This is right on the mark. No major American city has ever grown based on existing population increase. Look at any center city that has seen population growth in the past 50 years, or the past 200 years, and you’ll see significant international in-migration. Great Lakes cities historically have relied on foreign and Southern migrants, and in some shape will have to again. Jackson’s call for ’self-help’ will not work. Cities are places, not ethnicities, where the churning of labor, capital and ideas are critical for success. Cities like Cleveland and Detroit have only seen the exodus for many years. A new infusion of energy and capital are necessary for them to grow again, and international immigration is the best way to jump start that process.

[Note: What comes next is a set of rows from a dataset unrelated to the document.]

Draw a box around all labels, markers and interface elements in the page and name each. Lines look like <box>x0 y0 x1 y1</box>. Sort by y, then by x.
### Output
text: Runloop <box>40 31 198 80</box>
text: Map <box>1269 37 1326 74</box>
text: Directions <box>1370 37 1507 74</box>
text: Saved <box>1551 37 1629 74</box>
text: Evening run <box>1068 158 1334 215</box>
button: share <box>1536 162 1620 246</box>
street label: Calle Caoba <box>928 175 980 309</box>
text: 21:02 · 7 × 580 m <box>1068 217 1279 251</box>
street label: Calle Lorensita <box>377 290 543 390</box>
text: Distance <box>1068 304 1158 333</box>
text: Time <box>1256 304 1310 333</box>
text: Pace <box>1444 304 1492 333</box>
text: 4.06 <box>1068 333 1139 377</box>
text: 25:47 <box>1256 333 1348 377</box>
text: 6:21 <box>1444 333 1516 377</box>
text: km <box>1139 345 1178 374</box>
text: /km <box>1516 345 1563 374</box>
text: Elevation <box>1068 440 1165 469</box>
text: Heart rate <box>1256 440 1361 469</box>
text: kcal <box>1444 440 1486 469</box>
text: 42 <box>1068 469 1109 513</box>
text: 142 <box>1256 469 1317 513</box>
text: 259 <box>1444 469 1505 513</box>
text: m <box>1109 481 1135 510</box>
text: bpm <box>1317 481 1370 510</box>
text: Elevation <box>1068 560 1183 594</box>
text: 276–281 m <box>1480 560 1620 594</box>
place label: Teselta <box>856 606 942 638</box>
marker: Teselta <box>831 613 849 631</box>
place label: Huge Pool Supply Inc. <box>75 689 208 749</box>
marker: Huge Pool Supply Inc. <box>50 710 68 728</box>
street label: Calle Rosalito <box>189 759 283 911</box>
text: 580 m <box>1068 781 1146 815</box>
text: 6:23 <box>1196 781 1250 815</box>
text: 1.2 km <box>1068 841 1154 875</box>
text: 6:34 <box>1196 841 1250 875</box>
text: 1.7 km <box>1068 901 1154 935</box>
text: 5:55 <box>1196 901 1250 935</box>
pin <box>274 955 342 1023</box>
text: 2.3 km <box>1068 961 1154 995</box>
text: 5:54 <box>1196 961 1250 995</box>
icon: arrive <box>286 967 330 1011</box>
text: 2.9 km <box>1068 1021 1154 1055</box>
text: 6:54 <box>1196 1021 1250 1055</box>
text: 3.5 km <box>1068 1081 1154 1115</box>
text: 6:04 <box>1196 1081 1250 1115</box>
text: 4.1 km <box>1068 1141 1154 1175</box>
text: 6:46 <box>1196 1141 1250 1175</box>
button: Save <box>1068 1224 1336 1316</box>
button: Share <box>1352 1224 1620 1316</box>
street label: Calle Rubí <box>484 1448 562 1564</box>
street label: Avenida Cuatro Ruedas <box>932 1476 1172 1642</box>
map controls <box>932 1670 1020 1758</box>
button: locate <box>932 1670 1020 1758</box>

Cleveland is a great city with amazing amenities that suffers for one primary reason: self serving and often corrupt politicians.
The only reason I can think of for Cleveland’s mayor to turn his back on the city’s hertiage as an immigration haven is racism.
Due to white flight and no historic interest in suburb annexation, Cleveland is heavily African American. The mayor thinks developing immigrant attraction programs would alientate his African American voters. (ie, too many people already here that need help to spend resources to help more people move there.) The irony is that population loss is making Cleveland less able to help those current residents.
I was going to make the inevitable LeBron crack, but someone already beat me to it. I’m sure someone else will bring up the Ravens…
Someone from Pittsburgh perhaps? We hate you all.
Hey, I’m from Portland–at least Cleveland HAS pro football and major-league baseball.
Though as an Oregon State alum, I did enjoy the pounding that Ohio State laid on the Ducks last January. Now if a certain ex-Buckeye center could just manage to stay healthy, all will be good.
An “immigrant-attraction initiative” hm, what policies would that entail?
I’d also be curious of any examples of something like this working on a scale large enough to make up for a 30% population drop.
Yuk, Pitt fans remember the 2008 Sun Bowl and hate the Beavers too! My sister, however went to Oregon State.
The Cleveland Metro Area lost population slightly over the 2000-20008 period (from 2,148,000 to 2,088,000 or -60,000). It would appear that the situation within the CITY of Cleveland is toxic.
I’m dubious that any reasonable “pitch” could be made to a desired immigrant population under the present status-quo.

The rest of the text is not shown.